After that, I didn't know if I really wanted to deal with this so I sold him. He has been gone 2 weeks and I went and checked on him at the boarding stable he was being kept in- he was kept in an aisle with no people traffic, no windows and dark. I did manage to see his stall and his stall was appalling. When he stepped there was muck and manure squishing up.

I am now purchasing him back again. I am planning on bringing him home and starting over totally. My plan is to work with him daily in the round pen- nothing but ground work for the first week to re-establish our relationship. Then for the next week I was planning on doing some saddle work after ground work. He will balk and either rear up or act like he's going to buck -- at least he did the last time I worked with him. Then if things progress well, I will still do ground work before riding him and hopefully, I can take him out on some easy trails that we have near our barn.

I am planning on having a blood test for testosterone for him to see if maybe he has a testicle that didn't drop to make him like he is. If he does still have a testicle, surgery may be a possibility too.

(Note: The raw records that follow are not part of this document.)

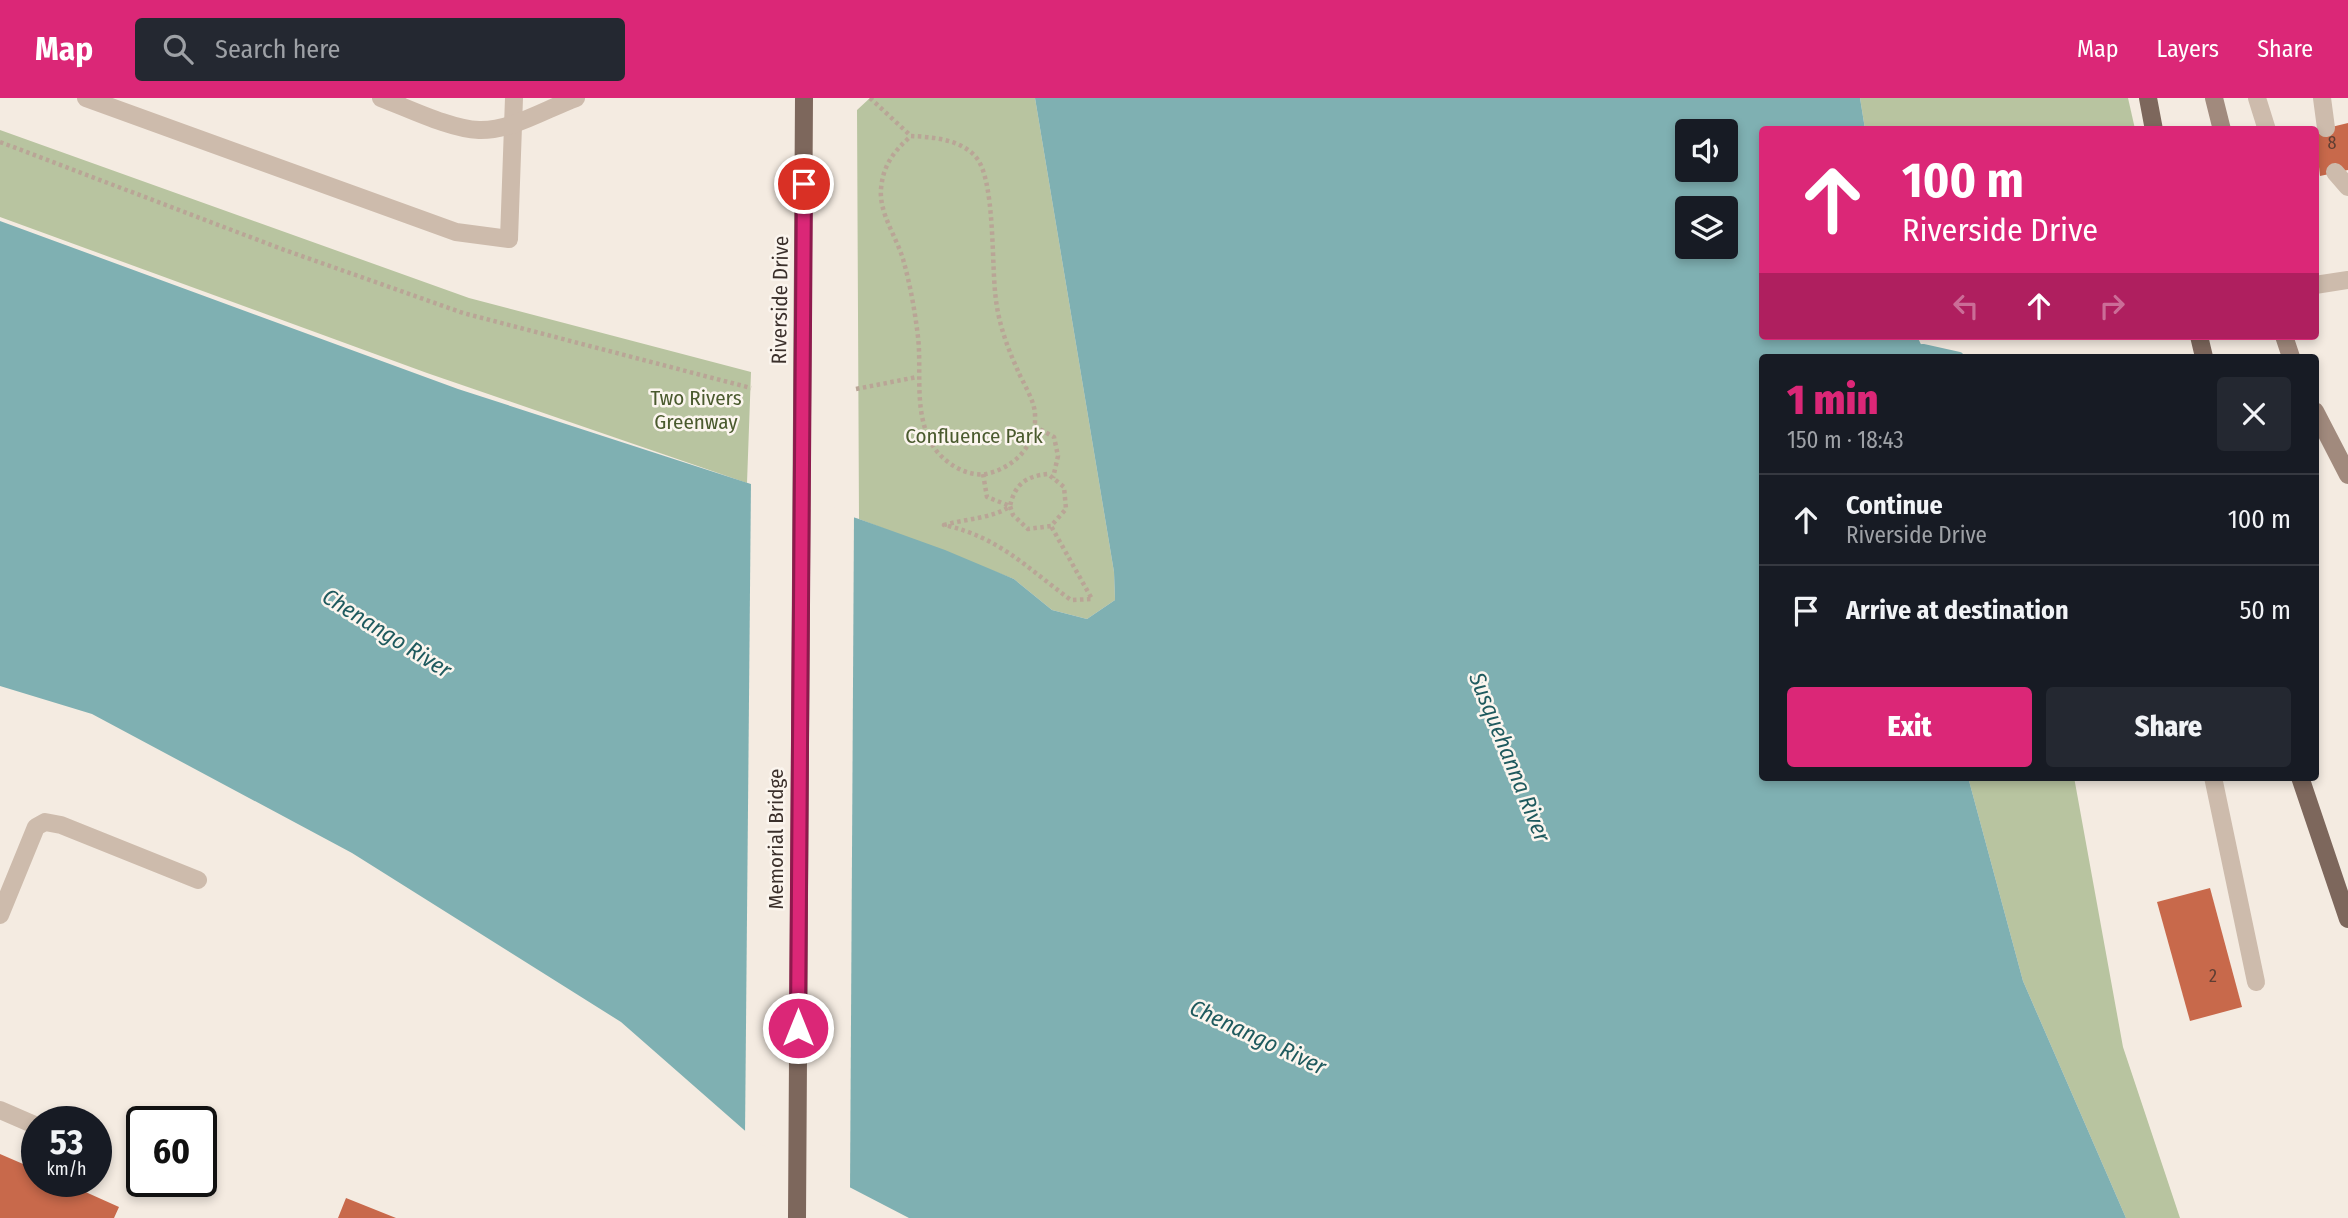 <!DOCTYPE html>
<meta charset="utf-8">
<style>
body{margin:0;font-family:"Fira Sans Condensed",sans-serif;background:#242831;color:#f1f3f6;height:100vh;display:flex;flex-direction:column;font-size:26px;white-space:nowrap}
*{box-sizing:border-box;margin:0}
p{font-size:23px;color:#9ea1a6}
.icon{flex:none;width:38px;height:38px;fill:none;stroke:currentColor;stroke-width:2;stroke-linecap:round;stroke-linejoin:round}
.map{position:relative;flex:1;overflow:hidden}
.side{position:absolute;left:1759px;top:256px;width:560px;height:427px;display:flex;flex-direction:column;background:#171b24;border-radius:7px;box-shadow:0 4px 10px #0003}
.side>*{flex:none}
.top-card{position:absolute;left:1759px;top:28px;width:560px;height:214px;border-radius:7px;box-shadow:0 4px 10px #0003;background:#db2777;color:#fff;overflow:hidden}
.fabs{position:absolute;left:1675px;top:21px;display:grid;gap:14px}
.fabs a{display:grid;place-items:center;width:63px;height:63px;border-radius:7px;background:#171b24;box-shadow:0 4px 10px #0003;font-size:35px}
.speed{position:absolute;left:21px;top:1008px;display:flex;gap:14px;font-size:35px;font-weight:700;text-align:center}
.speed>*{display:grid;place-content:center;width:91px;height:91px;border-radius:50%;background:#171b24;box-shadow:0 4px 10px #0003;line-height:1}
.speed small{font-size:18px;font-weight:400}
.speed .limit{border:4px solid #111;border-radius:10px;background:#fff;color:#111}
.pin{position:absolute;display:grid;place-items:center;width:60px;height:60px;color:#fff;margin:-30px;border:4px solid #fff;border-radius:50%;box-shadow:0 2px 7px #0007}
.me{position:absolute;width:77px;margin:-38px;rotate:0deg;stroke-linejoin:round;filter:drop-shadow(0 0 5px #0008)}
.turn{display:flex;align-items:center;gap:24px;height:147px;padding:0 28px;font-size:32px}
.turn .icon{width:91px;height:91px;stroke-width:2.5}
.turn b{display:block;font-size:49px;line-height:60px}
.lanes{display:flex;align-items:center;height:66px;padding:0 28px;background:#0003;justify-content:center;gap:35px;direction:ltr}
.lanes .off{opacity:.35}
.round{display:grid;place-items:center;flex:none;width:74px;height:74px;border-radius:7px;background:#242831}
.overview{display:flex;align-items:center;justify-content:space-between;height:119px;padding:0 28px}
h1{font-size:42px;font-weight:800;line-height:52px;color:#db2777}
.cta{display:flex;gap:14px;margin-top:auto;padding:14px 28px}
.cta a{flex:1;height:80px;border-radius:7px;background:#db2777;color:#fff;font-size:28px;font-weight:800;line-height:80px;text-align:center}
.cta a+a{background:#242831;color:#f1f3f6}
ul{padding:0;list-style:none}
li{display:flex;align-items:center;gap:21px;height:91px;padding:0 28px;border-top:2px solid #363941}
li div{flex:1}
li b{display:block;font-size:26px}
li em{font-style:normal}
header{display:flex;align-items:center;gap:42px;box-sizing:border-box;height:98px;padding:0 35px;background:#db2777;color:#fff}
header strong{font-size:33px}
nav{display:flex;gap:38px;margin-inline-start:auto;font-size:24px}
.search{width:490px;height:63px;background:#242831;display:flex;align-items:center;gap:18px;box-sizing:border-box;padding:0 24px;border-radius:7px;color:#9ea1a6;font-size:26px}
.map>svg:first-child{display:block}
</style>
<header>
<strong>Map</strong>
<div class="search"><svg class="icon" aria-label="search" viewBox="0 0 24 24"><circle cx="10" cy="10" r="6"/><path d="M15 15l6 6"/></svg>Search here</div>
<nav><a>Map</a><a>Layers</a><a>Share</a></nav>
</header>
<div class="map">
<svg width="2348" height="1120" viewBox="0 0 2348 1120">
<rect width="100%" height="100%" fill="#f4ebe1"/>
<!-- green -->
<g fill="#b8c4a0">
<polygon points="870,0 1035,0 1114,474 1115,502 1087,521 1052,512 1014,481 859,421 857,12"/>
<polygon points="1860,0 2128,0 2135,31 1865,31"/>
<polygon points="0,32 469,200 751,274 747,385 427,275 0,119"/>
<polygon points="1968,679 2074,679 2123,949 2180,1120 2126,1120 2023,883"/>
</g>
<!-- water -->
<path fill="#7fb0b2" fill-rule="evenodd" d="M1035,0H1860L1865,31L1762,32V238H1917L1927,259H1762V679H1968L2023,883L2126,1120H909L751,1038L621,924L352,755L92,616L0,588V123L458,291L859,421L945,452L1014,481L1052,512L1087,521L1115,502L1114,474ZM1687,33H1726V72H1687ZM1687,110H1726V149H1687Z"/>
<!-- pier -->
<polygon fill="#f4ebe1" points="751,383 854,416 850,1092 745,1038"/>
<g fill="none" stroke-linecap="round" stroke-linejoin="round">
<!-- stream -->
<polyline stroke="#7fb0b2" stroke-width="10" points="1910,252 1923,251 1959,259"/>
</g>
<!-- building -->
<g fill="#c8694b">
<polygon points="2348,25 2348,72 2320,78 2315,33"/>
<polygon points="2210,790 2242,909 2190,923 2157,804"/>
<polygon points="0,1056 37,1072 37,1083 61,1083 119,1109 114,1120 0,1120"/>
<polygon points="346,1100 396,1120 338,1120"/>
</g>
<g fill="none" stroke-linecap="round" stroke-linejoin="round">
<!-- path -->
<g stroke="#b9a596" stroke-width="4.5" stroke-dasharray="3.5 3.5" stroke-linecap="butt">
<polyline points="870,0 911,38"/>
<path d="M911,38C932,39 959,41 975,58C996,80 991,169 996,202C999,227 1008,251 1018,273C1023,285 1035,303 1035,317C1037,347 1014,370 986,376C966,379 943,364 933,348C913,315 922,274 918,239C915,213 910,186 903,161C896,138 879,115 881,91C883,67 894,53 911,38Z"/>
<polyline points="0,44 279,150 463,215 751,290"/>
<polyline points="856,291 917,279"/>
<polyline points="1034,328 1054,339 1058,358 1053,380"/>
<path d="M983,376L987,399L1010,408C1015,386 1026,378 1048,376L1064,389L1066,411L1051,428L1028,431L1013,417L1010,408C995,420 964,421 944,427C999,439 1027,470 1071,502L1092,501L1051,428"/>
</g>
<!-- lane -->
<g stroke="#cdbbac" stroke-width="18">
<polyline points="86,0 456,134 509,141 514,0"/>
<path d="M381,0C408,10 450,31 479,32C511,33 546,11 576,0"/>
<polyline points="2257,0 2267,32"/>
<polyline points="2322,0 2326,30"/>
<polyline points="2335,74 2348,89"/>
<polyline points="2315,187 2348,182"/>
<polyline points="2213,679 2256,884"/>
<polyline points="0,817 36,729 45,724 61,727 198,782"/>
<polyline points="0,1012 37,1028"/>
<polyline points="96,1053 102,1056"/>
</g>
<!-- secondary -->
<g stroke="#a18a7d" stroke-width="18">
<polyline points="2214,0 2222,32"/>
<polyline points="2284,238 2291,259"/>
<polyline points="2315,313 2348,377"/>
</g>
<!-- primary -->
<g stroke="#7d675c" stroke-width="18">
<polyline points="2148,0 2154,32"/>
<polyline points="2199,238 2204,259"/>
<polyline points="2300,679 2348,821"/>
<polyline points="797,1120 804,0"/>
</g>
</g>
<g fill="none" stroke-linecap="round" stroke-linejoin="round">
<!-- route casing -->
<g stroke="#8e194d" stroke-width="18">
<polyline id="route" points="798,930 804,86"/>
</g>
<!-- route -->
<use href="#route" stroke="#db2777" stroke-width="12"/>
</g>
<g text-anchor="middle" dominant-baseline="central" stroke-width="5" stroke-linejoin="round" paint-order="stroke">
<!-- number labels -->
<g font-size="18" fill="#5e3e33">
<text x="2332" y="45">8</text>
<text x="2213" y="878">2</text>
</g>
<!-- street labels -->
<g font-size="21" fill="#3b302b" stroke="#fbf5ee">
<text transform="translate(780 202) rotate(-89)">Riverside Drive</text>
<text transform="translate(776 741) rotate(-90)">Memorial Bridge</text>
</g>
<!-- park labels -->
<g font-size="21" fill="#4a5a2e" stroke="#fbf5ee">
<text x="696" y="300">Two Rivers<tspan x="696" dy="24">Greenway</tspan></text>
<text x="974" y="338">Confluence Park</text>
</g>
<!-- water labels -->
<g font-size="23" font-style="italic" fill="#1f5a5e" stroke="#fbf5ee">
<text transform="translate(387 535) rotate(32)">Chenango River</text>
<text transform="translate(1510 659) rotate(68)">Susquehanna River</text>
<text transform="translate(1258 939) rotate(25)">Chenango River</text>
</g>
</g>
</svg>
<div class="fabs">
<a><svg class="icon" aria-label="sound" viewBox="0 0 24 24"><path d="M4 9h4l5-4v14l-5-4H4zM17 9q2 3 0 6"/></svg></a>
<a><svg class="icon" aria-label="layers" viewBox="0 0 24 24"><path d="M12 4l9 5-9 5-9-5zM3 14l9 5 9-5"/></svg></a>
</div>
<div class="speed"><div>53<small>km/h</small></div><div class="limit">60</div></div>
<div class="pin" style="left:804px;top:86px;background:#d93025"><svg class="icon" aria-label="arrive" viewBox="0 0 24 24"><path d="M6 21V4h12l-3 4 3 4H6"/></svg></div>
<svg class="me" style="left:798px;top:930px" viewBox="-20 -20 40 40"><circle r="17" fill="#db2777" stroke="#fff" stroke-width="3"/><path d="M0-11L8 9 0 5-8 9z" fill="#fff"/></svg>
<div class="top-card">
<div class="turn"><svg class="icon" aria-label="ahead" viewBox="0 0 24 24"><path d="M12 20V5M6 11l6-6 6 6"/></svg><div><b>100 m</b>Riverside Drive</div></div>
<div class="lanes"><svg class="icon off" aria-label="left" viewBox="0 0 24 24"><path d="M17 20v-9H6M10 6l-5 5 5 5"/></svg><svg class="icon" aria-label="ahead" viewBox="0 0 24 24"><path d="M12 20V5M6 11l6-6 6 6"/></svg><svg class="icon off" aria-label="right" viewBox="0 0 24 24"><path d="M7 20v-9h11M14 6l5 5-5 5"/></svg></div>
</div>
<section class="side">
<div class="overview"><div><h1>1 min</h1><p>150 m · 18:43</p></div><a class="round"><svg class="icon" aria-label="close" viewBox="0 0 24 24"><path d="M6 6l12 12M18 6L6 18"/></svg></a></div>
<ul>
<li><svg class="icon" aria-label="ahead" viewBox="0 0 24 24"><path d="M12 20V5M6 11l6-6 6 6"/></svg><div><b>Continue</b><p>Riverside Drive</p></div><em>100 m</em></li>
<li><svg class="icon" aria-label="arrive" viewBox="0 0 24 24"><path d="M6 21V4h12l-3 4 3 4H6"/></svg><div><b>Arrive at destination</b></div><em>50 m</em></li>
</ul>
<div class="cta"><a>Exit</a><a>Share</a></div>
</section>
</div>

He is ridden western with a Tom Thumb Snaffle. Do you have any other suggestions as to bits or should I try a tie down or a running martingale? I would value your opinion and suggestions.



Hi Amy,

This horse may be 'proud cut' meaning some of his male organs are still intact and producing testosterone. Good idea to have him vet checked quickly. He is young enough to go through the operation in good shape. It does sound like that is the case.

I would suggest round pen training. Take him back to the basics of good ground schooling and develop manner with him. Driving him, a lot of liberty work and long line lungeing. Have someone lunge the horse with you riding him. Sack him out thoroughly again. A Tom Thumb bit is an OK transition bit. However, I do like simple D-ring snaffles or loose ring snaffles a lot. If you re-start him you could put him back in a snaffle and really develop a great stop and good forward movement, etc. with that easy bit. I try not to use martingales after initial training, preferring to develop a good head set and soft stop without them. But they have their place for sure. People use restraints because they are unwilling, too unknowledgable or too lazy to develop better habits without the restraint. Some specialized activities like ropingand some times events may require them. Most pleasure horses should not need them. I have seen horses rear with martingales on them. Get him going nicely on the ground, then with you riding in an arena and/or round pen, have someone else lunge him with you on him and be patient. He should come around well. Be careful.